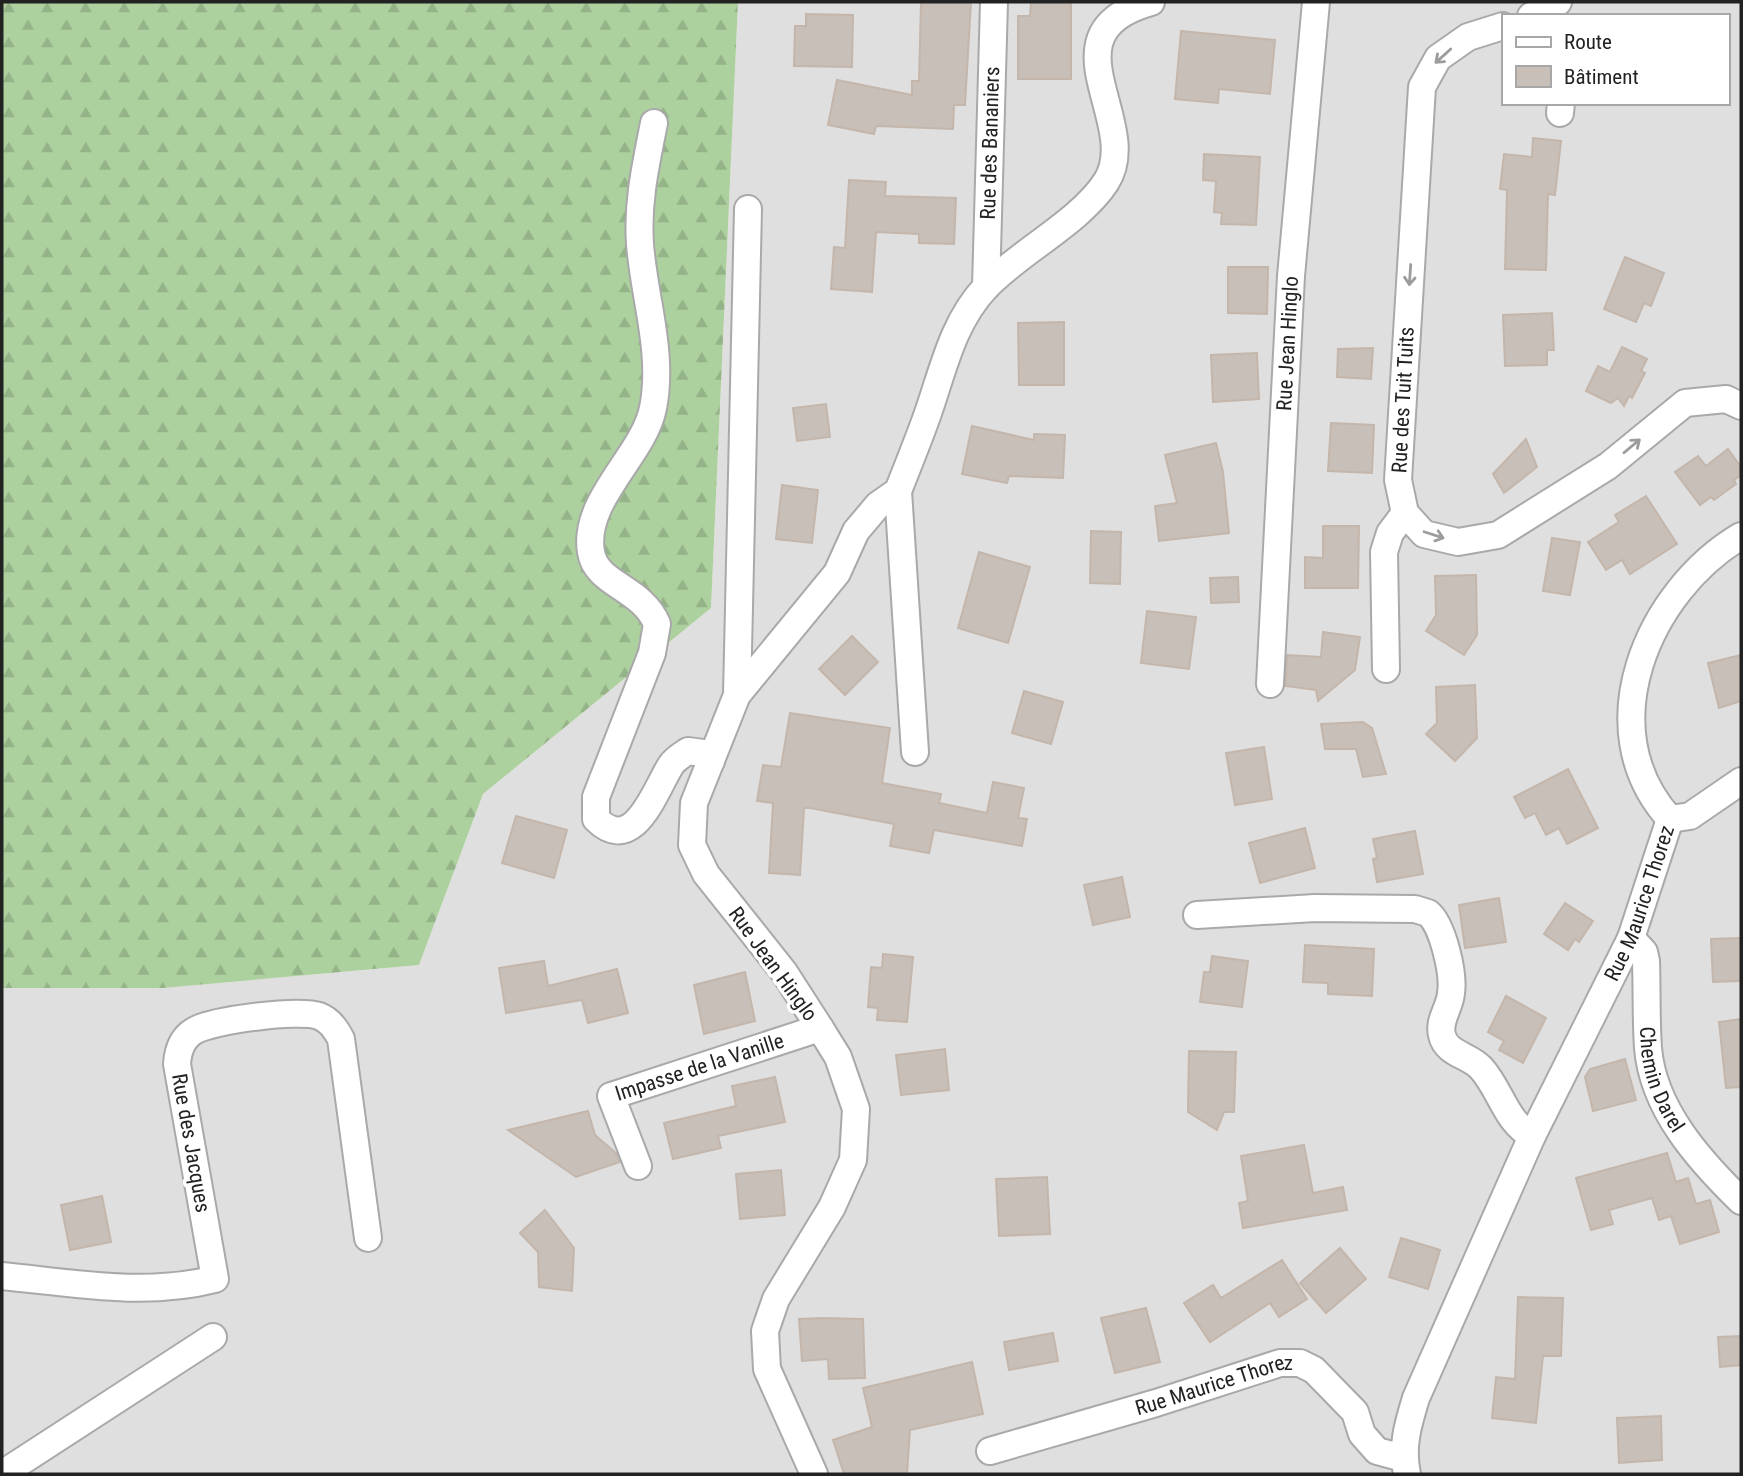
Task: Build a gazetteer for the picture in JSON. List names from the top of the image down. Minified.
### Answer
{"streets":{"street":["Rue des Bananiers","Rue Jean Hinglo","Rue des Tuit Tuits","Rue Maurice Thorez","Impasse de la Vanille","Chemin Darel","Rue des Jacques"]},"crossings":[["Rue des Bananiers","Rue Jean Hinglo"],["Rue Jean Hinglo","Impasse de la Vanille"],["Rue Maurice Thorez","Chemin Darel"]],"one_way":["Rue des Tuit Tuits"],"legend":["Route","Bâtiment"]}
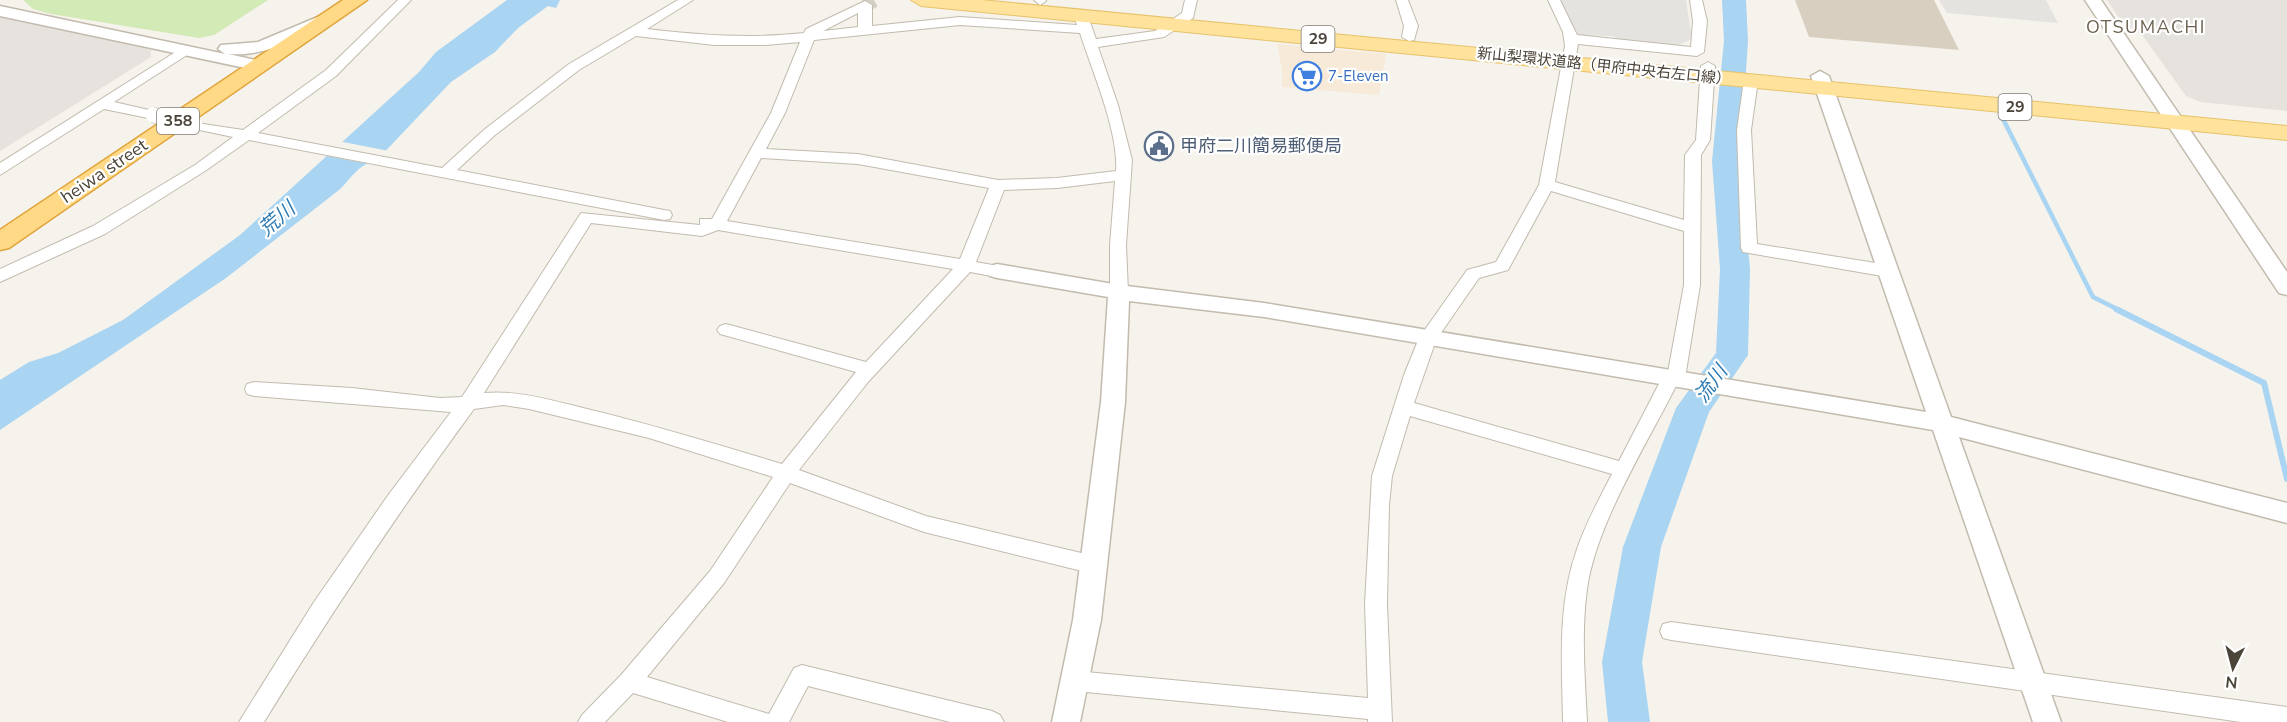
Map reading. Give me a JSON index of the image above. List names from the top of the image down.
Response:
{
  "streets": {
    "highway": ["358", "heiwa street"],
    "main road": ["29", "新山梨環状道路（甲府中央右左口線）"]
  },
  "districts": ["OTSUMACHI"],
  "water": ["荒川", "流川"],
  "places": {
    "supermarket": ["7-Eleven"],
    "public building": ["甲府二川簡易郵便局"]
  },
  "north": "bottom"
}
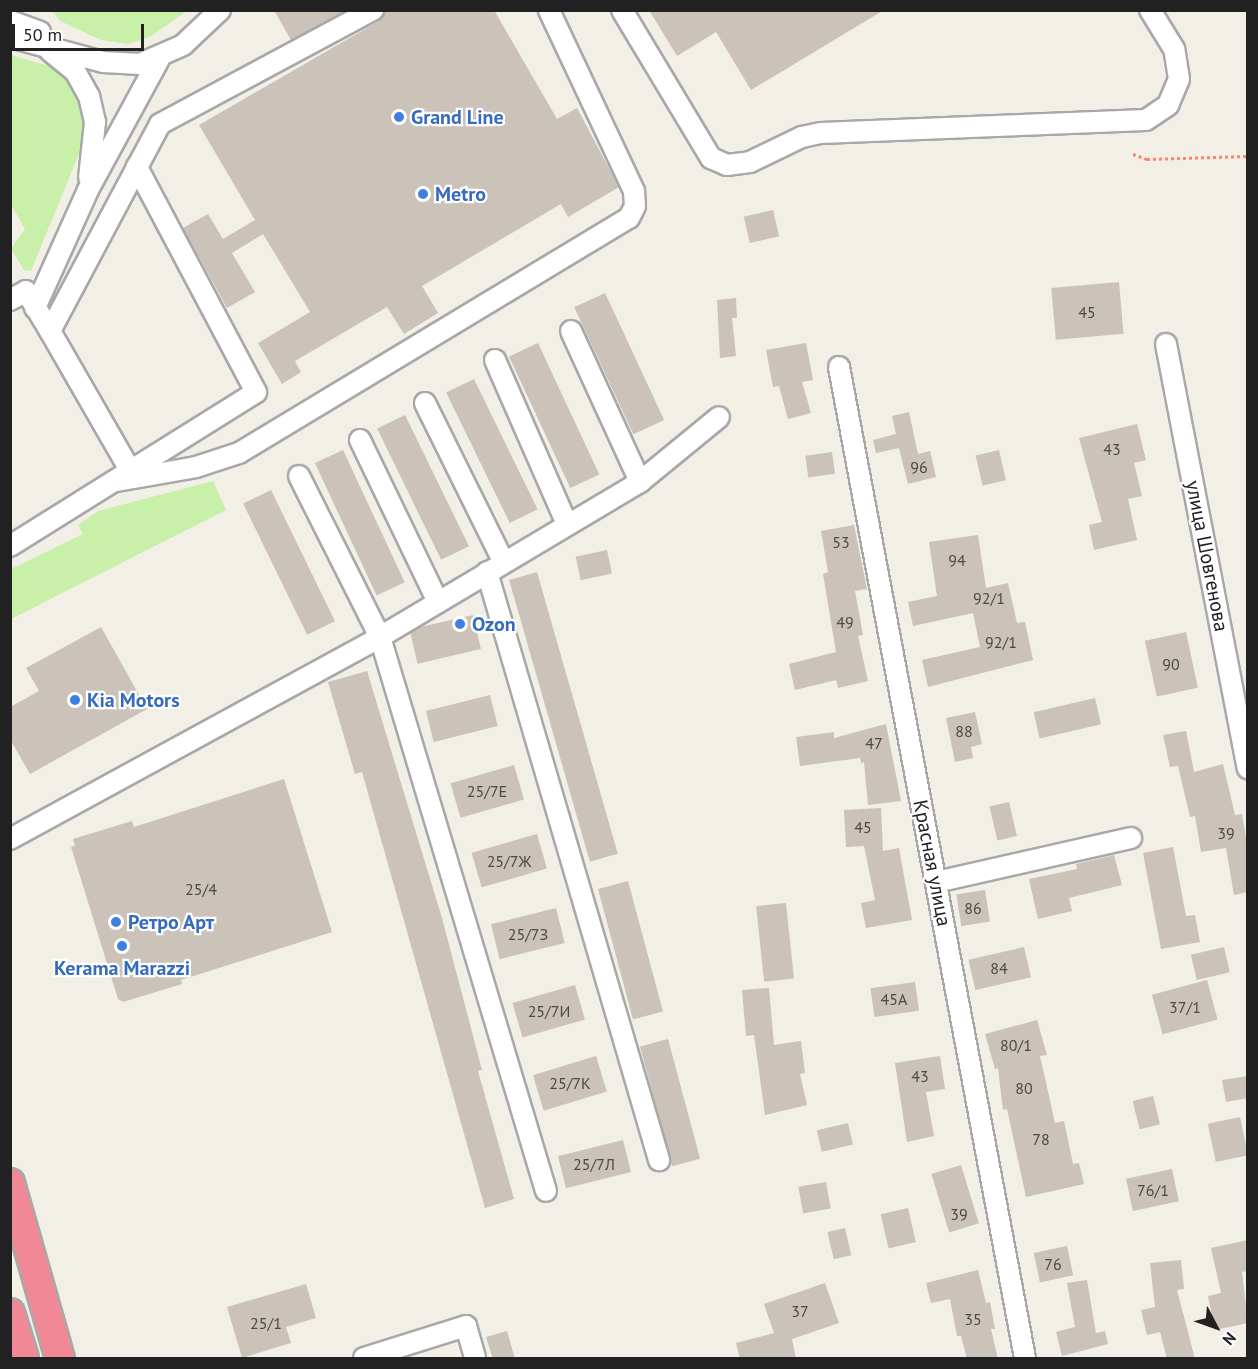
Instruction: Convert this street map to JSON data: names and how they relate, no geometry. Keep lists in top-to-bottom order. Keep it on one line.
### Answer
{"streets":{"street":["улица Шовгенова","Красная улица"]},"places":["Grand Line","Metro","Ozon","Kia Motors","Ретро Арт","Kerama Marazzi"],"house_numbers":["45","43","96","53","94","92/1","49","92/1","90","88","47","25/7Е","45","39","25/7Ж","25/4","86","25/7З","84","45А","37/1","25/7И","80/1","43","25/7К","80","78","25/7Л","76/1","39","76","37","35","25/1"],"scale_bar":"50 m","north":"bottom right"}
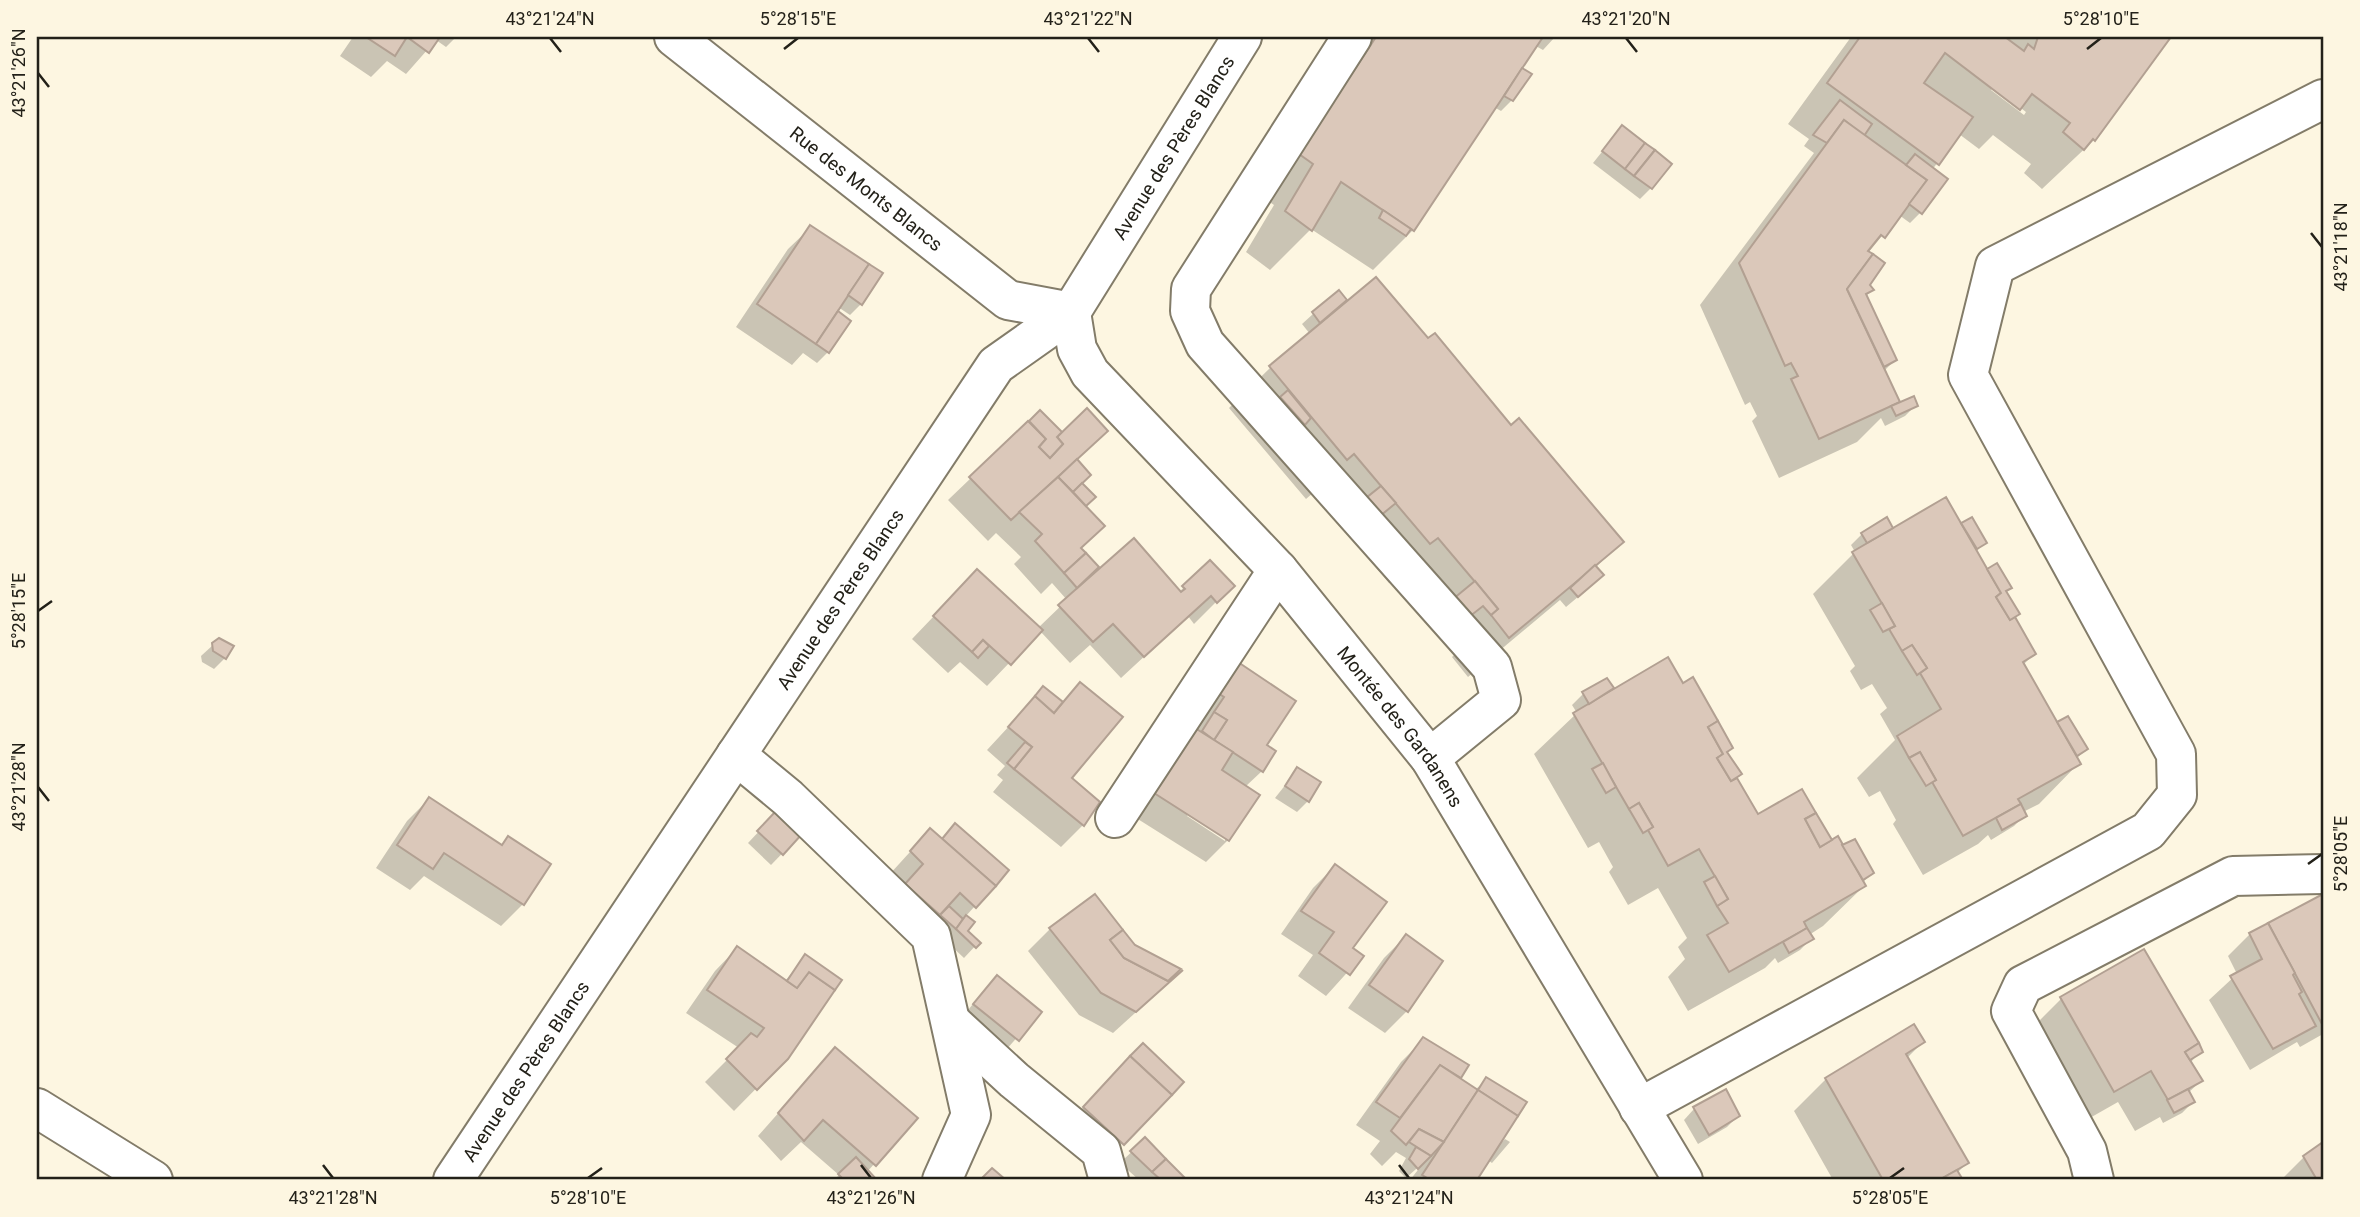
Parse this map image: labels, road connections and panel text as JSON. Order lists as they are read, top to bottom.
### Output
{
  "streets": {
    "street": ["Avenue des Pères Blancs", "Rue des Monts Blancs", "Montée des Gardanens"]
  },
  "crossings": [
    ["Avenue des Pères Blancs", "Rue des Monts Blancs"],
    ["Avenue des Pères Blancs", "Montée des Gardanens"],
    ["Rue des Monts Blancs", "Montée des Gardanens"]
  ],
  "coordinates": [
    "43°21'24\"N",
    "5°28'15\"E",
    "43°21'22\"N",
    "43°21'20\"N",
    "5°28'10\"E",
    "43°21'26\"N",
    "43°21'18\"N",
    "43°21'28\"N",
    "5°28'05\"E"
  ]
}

WHAT THE TASK ASKS: Leaving all pictures out, output exactly the lines of the material above from the line with "Map reading. Give" to the line with "Instruction: Convert this", both included.

EXERCISE OUTPUT:
Map reading. Give me a JSON index of the image above. List names from the top of the image down.
Response:
{
  "streets": {
    "highway": ["358", "heiwa street"],
    "main road": ["29", "新山梨環状道路（甲府中央右左口線）"]
  },
  "districts": ["OTSUMACHI"],
  "water": ["荒川", "流川"],
  "places": {
    "supermarket": ["7-Eleven"],
    "public building": ["甲府二川簡易郵便局"]
  },
  "north": "bottom"
}
Instruction: Convert this street map to JSON data: names and how they relate, no geometry. Keep lists in top-to-bottom order. Keep it on one line.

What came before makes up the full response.